He knew there was a little girl, so he brought books for me, and he sent more books for Christmas as long as he was alive. My favourites were A Child’s Garden of Verses, Alice in Wonderland, Grimms’ and Hans Christian Andersons’ Fairy Tales.
If you had to leave your house suddenly, what is one thing you would grab, other than family and pets?
My photograph albums. I keep meaning to get them scanned but haven’t yet.
(I keep a back-up hard-drive at my sons; otherwise my back-up external drive would be the most important thing.)
Thank you so much! Where can readers find out more about you and your books?
http://jamenzies.com (my mysteries)
http://www.njlindquist.com (my other books)
Of course, my books are on Amazon, Kobo, Nook, and other locations.
In preparation for the release of Shadow of a Butterfly; The Case of the Harmless Old Woman’s release on May 15th, the first book in my mystery series (Shaded Light: The Case of the Tactless Trophy Wife) we’re making the first book really low in cost, or even free.

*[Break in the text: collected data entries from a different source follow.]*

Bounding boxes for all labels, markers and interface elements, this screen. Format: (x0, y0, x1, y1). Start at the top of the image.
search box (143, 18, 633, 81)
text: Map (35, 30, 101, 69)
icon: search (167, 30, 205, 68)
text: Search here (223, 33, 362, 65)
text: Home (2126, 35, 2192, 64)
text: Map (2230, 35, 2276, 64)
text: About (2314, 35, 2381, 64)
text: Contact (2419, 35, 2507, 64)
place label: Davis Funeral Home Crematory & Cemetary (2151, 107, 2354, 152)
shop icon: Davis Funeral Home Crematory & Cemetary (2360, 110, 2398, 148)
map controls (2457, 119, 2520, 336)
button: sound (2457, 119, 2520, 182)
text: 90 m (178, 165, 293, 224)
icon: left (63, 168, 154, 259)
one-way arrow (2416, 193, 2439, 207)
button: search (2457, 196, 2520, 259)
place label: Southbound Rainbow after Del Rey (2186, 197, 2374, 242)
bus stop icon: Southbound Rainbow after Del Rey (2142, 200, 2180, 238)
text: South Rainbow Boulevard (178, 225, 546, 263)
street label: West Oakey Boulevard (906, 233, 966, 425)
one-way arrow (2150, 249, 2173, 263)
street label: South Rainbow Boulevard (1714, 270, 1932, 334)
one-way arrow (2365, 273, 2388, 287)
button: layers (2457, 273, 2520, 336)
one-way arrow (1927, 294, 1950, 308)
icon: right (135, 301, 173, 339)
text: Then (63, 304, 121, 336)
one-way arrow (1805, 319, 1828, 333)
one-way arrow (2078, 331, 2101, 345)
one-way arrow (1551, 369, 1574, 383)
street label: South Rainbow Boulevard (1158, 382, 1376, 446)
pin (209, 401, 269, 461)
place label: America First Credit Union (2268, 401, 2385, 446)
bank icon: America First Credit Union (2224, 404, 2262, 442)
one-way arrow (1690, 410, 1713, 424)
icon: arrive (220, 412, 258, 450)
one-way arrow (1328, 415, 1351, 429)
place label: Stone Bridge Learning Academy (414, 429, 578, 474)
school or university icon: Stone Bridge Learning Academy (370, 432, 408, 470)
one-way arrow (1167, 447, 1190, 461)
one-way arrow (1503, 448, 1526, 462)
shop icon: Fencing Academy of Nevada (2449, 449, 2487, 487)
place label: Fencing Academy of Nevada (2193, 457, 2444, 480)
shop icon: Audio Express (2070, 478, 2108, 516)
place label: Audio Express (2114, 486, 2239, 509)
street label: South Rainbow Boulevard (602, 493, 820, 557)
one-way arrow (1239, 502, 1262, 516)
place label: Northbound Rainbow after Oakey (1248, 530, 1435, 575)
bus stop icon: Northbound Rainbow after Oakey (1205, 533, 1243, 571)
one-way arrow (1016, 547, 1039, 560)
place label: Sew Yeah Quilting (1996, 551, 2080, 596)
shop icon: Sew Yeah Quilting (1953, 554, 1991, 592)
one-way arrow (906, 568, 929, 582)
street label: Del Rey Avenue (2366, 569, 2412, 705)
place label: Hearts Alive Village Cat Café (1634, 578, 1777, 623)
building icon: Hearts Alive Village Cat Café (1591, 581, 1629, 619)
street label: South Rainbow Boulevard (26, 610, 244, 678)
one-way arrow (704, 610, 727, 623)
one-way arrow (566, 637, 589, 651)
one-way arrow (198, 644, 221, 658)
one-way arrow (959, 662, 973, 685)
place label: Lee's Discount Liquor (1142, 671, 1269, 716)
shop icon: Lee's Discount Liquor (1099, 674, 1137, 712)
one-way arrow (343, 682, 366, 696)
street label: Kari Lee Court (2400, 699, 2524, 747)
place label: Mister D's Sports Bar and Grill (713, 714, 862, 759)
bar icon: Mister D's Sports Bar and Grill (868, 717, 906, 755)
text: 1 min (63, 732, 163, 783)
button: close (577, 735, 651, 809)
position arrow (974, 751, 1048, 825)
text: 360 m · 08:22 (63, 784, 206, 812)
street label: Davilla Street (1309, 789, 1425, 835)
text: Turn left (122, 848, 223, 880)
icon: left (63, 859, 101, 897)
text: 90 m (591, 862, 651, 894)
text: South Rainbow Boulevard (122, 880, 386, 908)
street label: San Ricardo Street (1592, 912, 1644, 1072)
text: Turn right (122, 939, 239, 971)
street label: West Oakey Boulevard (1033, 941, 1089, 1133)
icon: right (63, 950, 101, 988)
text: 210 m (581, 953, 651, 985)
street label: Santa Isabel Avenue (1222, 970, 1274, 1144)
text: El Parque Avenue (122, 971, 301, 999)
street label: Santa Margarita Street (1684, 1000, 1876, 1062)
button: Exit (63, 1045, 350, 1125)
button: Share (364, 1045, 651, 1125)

Plus, you can get the second book (Glitter of Diamonds: the Case of the Reckless Radio Host) free by signing up for my email updates. So if you like mysteries, please pick them up!
The link is http://jamenzies.com/subscribe/
As for Shadow of a Butterfly: Death of a Harmless Old Woman, it will be releasing on May 15th, but I’m willing to give a free ebook to someone who comments below. You’ll have to wait a few weeks until it’s ready, but we’ll see that you get it.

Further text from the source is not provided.